Config Management
Security checks across static analysis, malware telemetry, and agentic risk
Overview
This is an instruction-only network configuration management skill with purpose-aligned but high-impact device commands and sensitive config backup handling.
This skill appears coherent for network configuration assurance. Before using it, ensure the operator is authorized for the target devices, require manual approval for any write or rollback command, prefer secure archive transport such as SCP, protect stored configs and golden baselines, and verify any MCP or SSH dependency before enabling it.
Static analysis
No static analysis findings were reported for this release.
VirusTotal
VirusTotal findings are pending for this skill version.
Risk analysis
Artifact-based informational review of SKILL.md, metadata, install specs, static scan signals, and capability signals. ClawScan does not execute the skill or run runtime probes.

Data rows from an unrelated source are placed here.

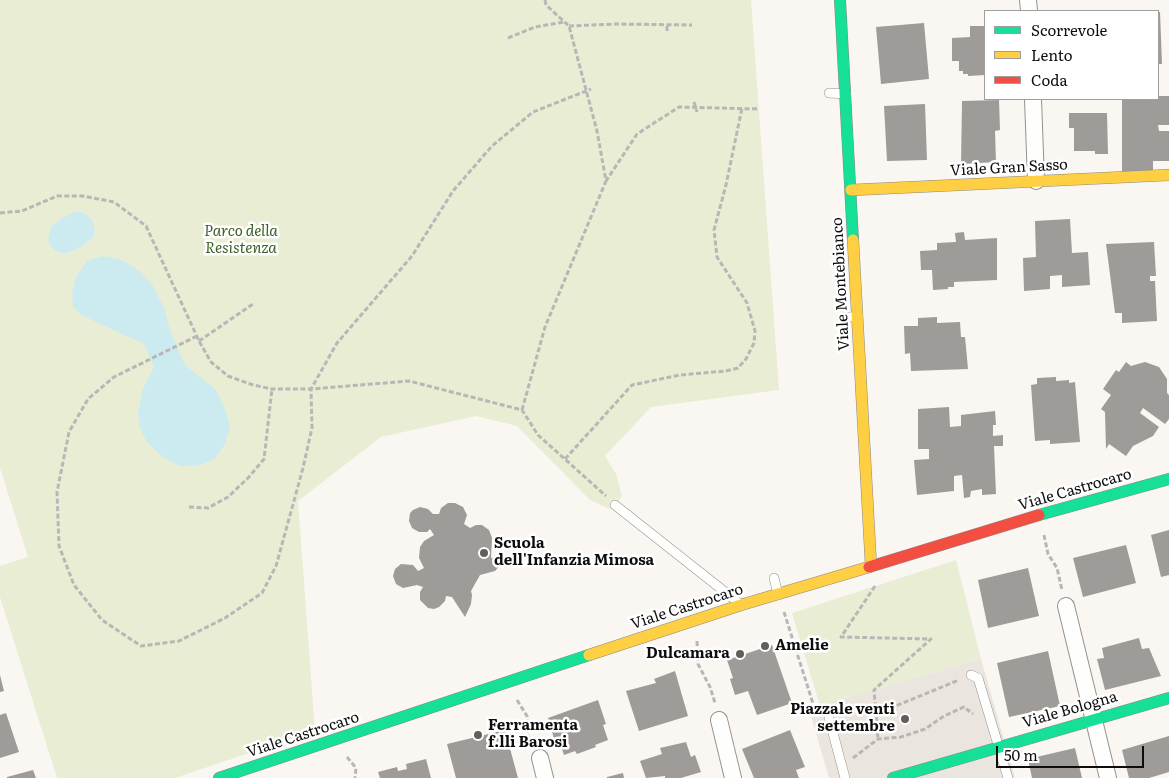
<!DOCTYPE html>
<html>
<head>
<meta charset="utf-8">
<style>
	body { margin:0 }
	#map { position:relative; width:1169px; height:778px; overflow:hidden; background:#faf7f2; font-family:Literata,serif }
	canvas { display:block }
	.legend { position:absolute; left:984px; top:10px; width:175px; height:90px; box-sizing:border-box; background:#fff; border:1px solid #9e9e9e; margin:0; padding:6px 9px; list-style:none; font-size:15px; color:#0d0d0d }
	.legend li { display:flex; align-items:center; gap:10px; height:25px }
	.legend b { width:25px; border:1px solid #9e9e9e }
	.scale { position:absolute; left:996px; top:746px; width:148px; height:22px; box-sizing:border-box; border:2px solid #0d0d0d; border-top:0; padding-left:6px; font-size:15px; line-height:18px; white-space:nowrap; color:#0d0d0d; -webkit-text-stroke:4px #fff; paint-order:stroke }
</style>
</head>
<body>
<div id="map">
<canvas width="1169" height="778"></canvas>
<ul class="legend">
<li><b style="height:6px;background:#16e098"></b>Scorrevole</li>
<li><b style="height:6px;background:#ffcf43"></b>Lento</li>
<li><b style="height:6px;background:#f24e42"></b>Coda</li>
</ul>
<div class="scale">50 m</div>
</div>
<script>
const context = document.querySelector('canvas').getContext('2d');
context.lineJoin = 'round';
function paint(path, color) { context.fillStyle = color; context.fill(path, 'evenodd'); }
const poly = rows => new Path2D(rows.map(r => 'M' + r).join(''));
function strokePath(path, color, width, dash) { context.strokeStyle = color; context.lineWidth = width; context.lineCap = dash ? 'butt' : 'round'; context.setLineDash(dash || []); context.stroke(path); }
function label(font, color, halo, rows, align = 'center') {
  context.font = font + ' Literata,serif'; context.lineWidth = 5; context.setLineDash([]); context.textBaseline = 'middle'; context.strokeStyle = halo; context.fillStyle = color; for (const [text, x, y, turn = 0] of rows) {
    context.save(); context.translate(x, y); context.rotate((+turn || 0) * Math.PI / 180); context.textAlign = isNaN(turn) ? turn : align; if (halo) context.strokeText(text, 0, 0); context.fillText(text, 0, 0); context.restore();
  }
}
paint(poly([
	[0,0,751,0,779,390,651,407,605,456,616,474,622,496,612,510,590,500,517,426,476,416,381,437,298,501,315,731,175,778,57,778,0,597,0,566,28,557,0,468],
	[956,560,981,659,820,706,792,613]
]), '#e8edd4');
paint(poly([
	[981,659,1015,778,829,778,809,709]
]), '#eae5df');
paint(poly([
	[75,212,82,212,92,219,95,232,92,238,81,247,67,253,61,253,55,250,50,245,48,240,51,227,62,218],
	[102,256,122,260,139,271,153,286,164,308,171,333,185,365,216,390,225,409,230,426,225,444,214,459,201,465,180,466,163,457,147,442,140,428,138,412,143,389,154,367,144,344,81,315,73,306,72,294,76,277,87,261]
]), '#ccebf1');
paint(poly([
	[1158,12,1160,12,1162,64,1158,64],
	[924,23,929,79,881,84,876,27],
	[970,26,985,26,985,75,968,76,968,74,963,74,963,71,959,71,959,61,952,61,952,38,970,37],
	[1158,96,1169,96,1169,125,1158,125,1159,131,1169,131,1169,161,1153,161,1153,175,1122,175,1122,99,1158,99],
	[999,100,1000,130,995,131,996,162,961,164,962,101],
	[925,104,927,160,887,161,884,106],
	[1069,113,1107,113,1108,154,1095,154,1095,151,1074,151,1074,128,1069,128],
	[1070,219,1072,253,1088,252,1090,285,1062,287,1062,275,1050,276,1050,289,1024,291,1023,258,1036,257,1035,221],
	[964,232,965,240,997,238,997,280,954,282,954,287,948,287,948,289,933,290,932,270,921,270,920,251,937,250,937,243,956,242,955,233],
	[1154,242,1156,276,1150,276,1150,281,1155,281,1157,321,1122,323,1122,313,1115,313,1106,244],
	[937,317,937,323,960,322,961,337,965,337,968,369,911,371,910,353,905,354,904,326,918,326,918,318],
	[1126,362,1131,366,1145,362,1159,367,1167,379,1167,393,1169,395,1169,419,1165,424,1143,408,1140,413,1159,427,1153,436,1133,446,1126,456,1109,444,1106,449,1105,412,1101,409,1111,395,1103,389,1116,370,1119,372],
	[1056,377,1056,381,1069,380,1069,383,1075,382,1080,442,1050,444,1050,440,1035,441,1031,385,1037,384,1037,378],
	[949,407,950,427,961,426,961,415,995,411,996,425,993,425,993,436,1003,435,1003,446,994,446,996,494,982,495,982,489,971,491,970,497,964,498,962,475,954,476,954,491,917,495,914,460,929,459,929,449,918,449,918,409],
	[448,503,455,503,463,507,467,515,464,524,470,528,476,525,482,525,489,530,492,538,491,558,505,556,501,564,495,571,480,575,471,591,472,595,471,604,465,617,452,597,446,596,445,601,439,607,434,609,428,608,420,600,420,592,423,587,417,585,403,588,396,584,393,576,395,569,401,564,413,565,418,571,424,568,419,558,420,547,424,541,434,535,430,529,427,532,419,532,412,528,409,521,410,513,413,510,420,507,428,509,433,514,439,514,441,508],
	[1169,530,1169,575,1161,577,1151,535],
	[1126,545,1136,583,1083,597,1073,558],
	[1028,568,1039,616,988,628,978,580],
	[1139,638,1142,649,1149,648,1161,676,1105,690,1097,659,1104,658,1102,648],
	[772,645,792,703,757,715,748,691,735,695,730,679,733,678,727,660],
	[1048,651,1060,706,1009,717,997,663],
	[675,671,688,716,639,731,626,691,656,683,654,679],
	[0,675,4,691,0,692],
	[598,700,606,724,603,725,608,740,595,745,596,747,577,754,575,751,564,755,559,740,555,742,548,718],
	[6,713,19,752,0,758,0,715],
	[505,730,518,778,456,778,447,744],
	[790,730,805,767,796,770,799,778,754,778,742,749],
	[1169,736,1169,772,1149,778,1129,778,1122,750],
	[686,742,691,757,695,755,701,772,681,778,665,778,665,776,646,778,640,761,662,754,660,748],
	[1075,748,1082,778,1032,778,1028,759],
	[426,759,431,778,380,778,378,772,397,767,398,771,407,769,406,764],
	[33,770,36,778,7,778,7,777],
	[623,773,624,778,607,778,607,777]
]), '#9e9b98');
const lane = poly([
	[829,93,846,94],
	[842,318,858,316],
	[615,505,739,603],
	[774,578,778,594],
	[971,675,978,678,1008,778],
	[829,718,845,778]
]);
const street = poly([
	[1028,0,1029,11],
	[1033,99,1036,181],
	[1066,606,1108,778],
	[719,720,733,778],
	[540,758,545,778]
]);
const fast = poly([
	[840,0,853,240],
	[1039,515,1169,479],
	[219,778,589,655],
	[893,778,1169,698]
]);
const slow = poly([
	[851,190,1169,175],
	[853,240,871,566],
	[589,655,741,605,869,567]
]);
const jam = poly([
	[869,567,1039,515]
]);
strokePath(lane, '#949290', 10);
strokePath(street, '#949290', 18);
strokePath(fast, '#8a8987', 12);
strokePath(slow, '#8a8987', 12);
strokePath(jam, '#8a8987', 12);
strokePath(poly([
	[545,0,546,5,569,26,597,131,606,181,637,134,679,107,759,109],
	[569,26,616,24,692,25],
	[667,31,667,25],
	[508,38,535,27,564,22],
	[694,102,697,112],
	[0,213,22,211,57,196,83,196,114,202,146,226,199,341,211,362,228,376,253,385,272,389,311,389,409,381,522,410,538,435,606,496],
	[197,336,114,377,88,399,69,432,57,492,59,546,74,585,102,620,141,646,179,641,225,618,262,593,276,566,303,468,312,428,311,389,337,343,412,256,453,191,492,146,533,112,591,89],
	[199,341,253,304],
	[522,410,545,327,606,181],
	[565,459,632,385,680,375,726,371,738,368,746,359,754,343,755,331,747,303,717,257,714,230,726,185,742,108],
	[189,507,208,508,228,497,249,477,264,459,272,389],
	[1044,535,1048,554,1057,568,1062,590],
	[875,586,841,637,931,639,874,690,878,739],
	[784,612,816,713],
	[697,641,698,664,710,687,715,703],
	[517,700,527,716,528,739,530,743],
	[876,714,959,680],
	[347,757,356,768,355,778],
	[853,758,878,739,901,737,925,729,944,716,964,707,973,714]
]), '#b8b7b6', 3, [5, 2.5]);
strokePath(lane, '#fefefd', 9);
strokePath(street, '#fefefd', 16);
strokePath(fast, '#16e098', 11);
strokePath(slow, '#ffcf43', 11);
strokePath(jam, '#f24e42', 11);
for (const [x, y, r, color] of [
	[484,553,5,"#605f5d"],
	[765,646,5,"#605f5d"],
	[740,654,5,"#605f5d"],
	[905,719,5,"#605f5d"],
	[478,735,5,"#605f5d"]
]) { const dot = new Path2D(); dot.arc(x, y, r, 0, 2 * Math.PI); context.fillStyle = color; context.fill(dot); strokePath(dot, '#fff', 2); }
label('15px', '#0d0d0d', '#fff', [
	["Viale Gran Sasso",1009,168,-3],
	["Viale Montebianco",841,284,-93],
	["Viale Castrocaro",1075,490,-16],
	["Viale Castrocaro",687,607,-18],
	["Viale Bologna",1070,710,-16],
	["Viale Castrocaro",303,735,-18]
]);
label('italic 15px', '#3b5f24', '#fff', [
	["Parco della",241,232],
	["Resistenza",241,249]
]);
label('bold 15px', '#0d0d0d', '#fff', [
	["Scuola",494,544],
	["dell'Infanzia Mimosa",494,561],
	["Amelie",775,646],
	["Dulcamara",730,654,"right"],
	["Piazzale venti",895,710,"right"],
	["settembre",895,727,"right"],
	["Ferramenta",488,726],
	["f.lli Barosi",488,743]
], 'left');
</script>
</body>
</html>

If a write command is run on the wrong device or without review, it could disrupt routing, switching, management access, or security controls.
The skill documents commands that can replace or roll back live network device configuration, including a Cisco force option that bypasses normal confirmation. The same section labels these as WRITE operations and says to confirm authorization and a maintenance window, so this is purpose-aligned but high-impact.
⚠️ Replace with file | `configure replace flash:[file] force` | `rollback [n]` then `commit` | `configure replace flash:[file]`
Require explicit human approval for every write/remediation command, preview diffs before applying changes, and prefer staged or confirmed rollback mechanisms where available.
A user or agent with these privileges can view sensitive device configuration and potentially alter production network behavior.
The skill requires device access and may require privileged network configuration rights for remediation or archival. This is expected for the stated purpose, but it is sensitive authority.
SSH or console access to the device (read-only sufficient for assessment; enable/configure privilege required for remediation or archival steps)
Use least-privilege accounts for read-only assessment, restrict write privileges to approved operators, and log all privileged sessions.
Stored configuration backups could expose network topology, management settings, secrets, or weak credentials if kept on insecure storage or transferred over insecure protocols.
The skill instructs users to persist full device configurations and maintain multiple archives. These archives can contain sensitive network details and may become trusted baselines for later drift analysis.
Back up the current configuration with timestamped naming... `copy running-config tftp://[server]/[hostname]-YYYYMMDD-HHMM.cfg` ... Maintain a minimum of 3 archived configs per device
Prefer encrypted transfer such as SCP over TFTP/FTP, restrict archive access, redact or protect secrets, and validate golden baselines against an approved source.
A user may not realize an external MCP integration or local SSH client could be needed if the registry metadata is the only information they review.
Nested metadata declares an ssh requirement and a git-netops-mcp dependency, while the registry summary says there are no required binaries and no install spec. There is no code or automatic install shown, so this is a review-context note rather than evidence of unsafe execution.
openclaw: '{"emoji":"🔧","safetyTier":"read-write","requires":{"bins":["ssh"],"env":[]},"tags":["config","backup","drift"],"mcpDependencies":["git-netops-mcp"],"egressEndpoints":[]}'Verify whether git-netops-mcp is actually required, review its provenance before enabling it, and align registry requirements with the SKILL.md metadata.